Pablo Neira Ayuso <pablo@xxxxxxxxxxxxx> · Tue, 10 Feb 2009 19:51:45 +0100

Patrick McHardy wrote:
> Pablo Neira Ayuso wrote:
>> Patrick McHardy wrote:
>>> Pablo Neira Ayuso wrote:
>>
>>> But unless I'm missing something, there's nothing wrong with this
>>> as long as the error is ignored. The fact that something was received
>>> by some listener doesn't have any meaning anyways, it might have
>>> been "ip monitor". Which somehow raises doubt about your proposed
>>> interface change though, I think anything that wants a reliable
>>> answer whether a packet was delivered to a process handling it
>>> appropriately should use unicast.
>>
>> Don't get me wrong, I agree with you that all netlink_broadcast callers
>> in the kernel should ignore the return value...
>>
>> ... unless they have "some way" (like in Netfilter) to make event
>> delivery reliable: I have attached a patch that I didn't send you yet,
>> I'm still reviewing and testing it. It adds an entry to /proc to enable
>> reliable event delivery over netlink by dropping packets whose events
>> were not delivered, you mentioned that possibility once during one of
>> our conversations ;).
> 
> I know, but in the mean time I think its wrong :) The delivery
> isn't reliable and what the admin is effectively expressing by
> setting your sysctl is "I don't have any listeners besides the
> synchronization daemon running". So it might as well use unicast.

No :), this setting means "state-changes over ctnetlink will be reliable
at the cost of dropping packets (if needed)", it's an optional
trade-off. You may also have more listeners like a logging daemon
(ulogd), similarly this will be useful to ensure that ulogd doesn't leak
logging information which may happen under very heavy load. This option
is *not* only oriented to state-synchronization.

Using unicast would not do any different from broadcast as you may have
two listeners receiving state-changes from ctnetlink via unicast, so the
problem would be basically the same as above if you want reliable
state-change information at the cost of dropping packets.

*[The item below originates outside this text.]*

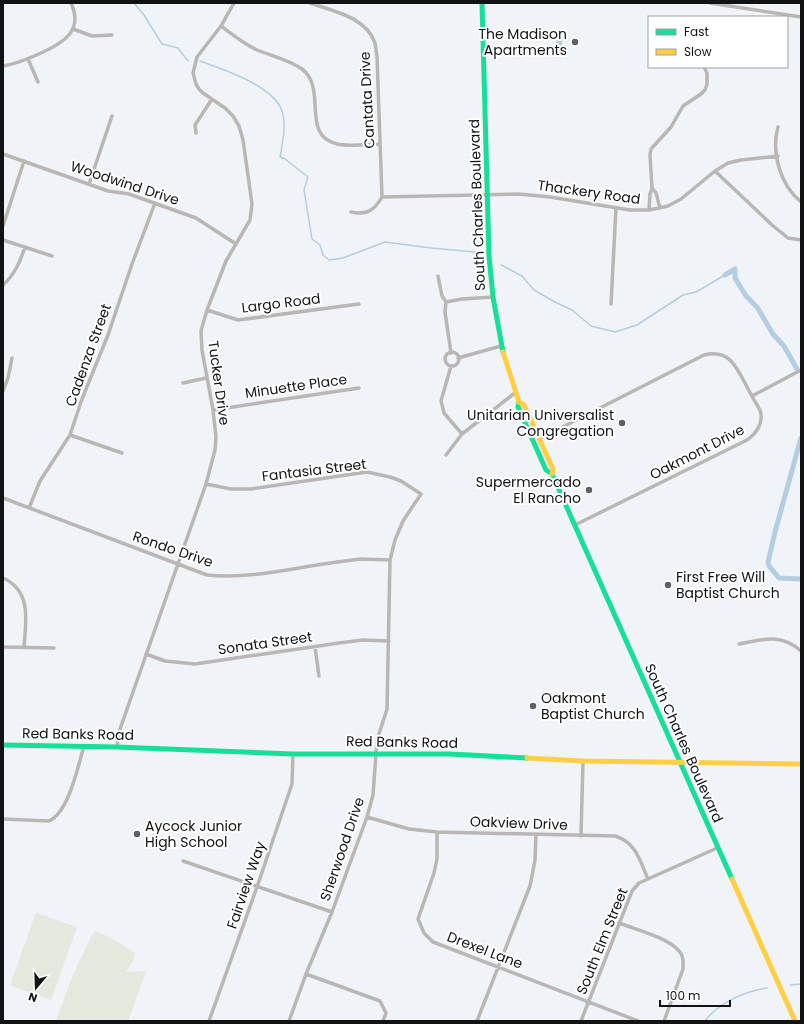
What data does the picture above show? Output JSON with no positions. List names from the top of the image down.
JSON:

BTW, the netlink_broadcast return value looked to me inconsistent before
the patch. It returned ENOBUFS if it could not clone the skb, but zero
when at least one message was delivered. How useful can be this return
value for the callers? I would expect to have a similar behaviour to the
one of netlink_unicast (reporting EAGAIN error when it could not deliver
the message), even if the return value for most callers should be
ignored as it is not of any help.

>> I'm aware of that this option may be dangerous if used by a buggy
>> process that trigger frequent overflows but it the cost of having
>> realible logging for ctnetlink (still, this behaviour is not the one by
>> default!).
>>
>> And I need this option to make conntrackd synchronize state-changes
>> appropriately under very heavy load: I've testing the daemon with these
>> patches and it reliably synchronizes state-changes (my system were 100%
>> busy filtering traffic and fully synchronizing all TCP state-changes in
>> near real-time effort, with a noticeable performance drop of 30% in
>> terms of filtered connections).
> 
> So you're dropping the packet if you can't manage to synchronize.
> Doesn't that defeat the entire purpose of synchronizing, which is
> *increasing* reliability? :)

This reduces communications reliability a bit under very heavy load,
yes, because it may drop some packets but it adds reliable flow-based
logging accounting / state-synchronization in return. Both refers to
reliability in different contexts. In the end, it's a trade-off world.
There's some point at which you may want to choose which one you prefer,
reliable communications if the system is under heavy load or reliable
logging (no leaks in the logging) / state-synchronization (the backup
firewall is able to follow state-changes of the master under heavy load).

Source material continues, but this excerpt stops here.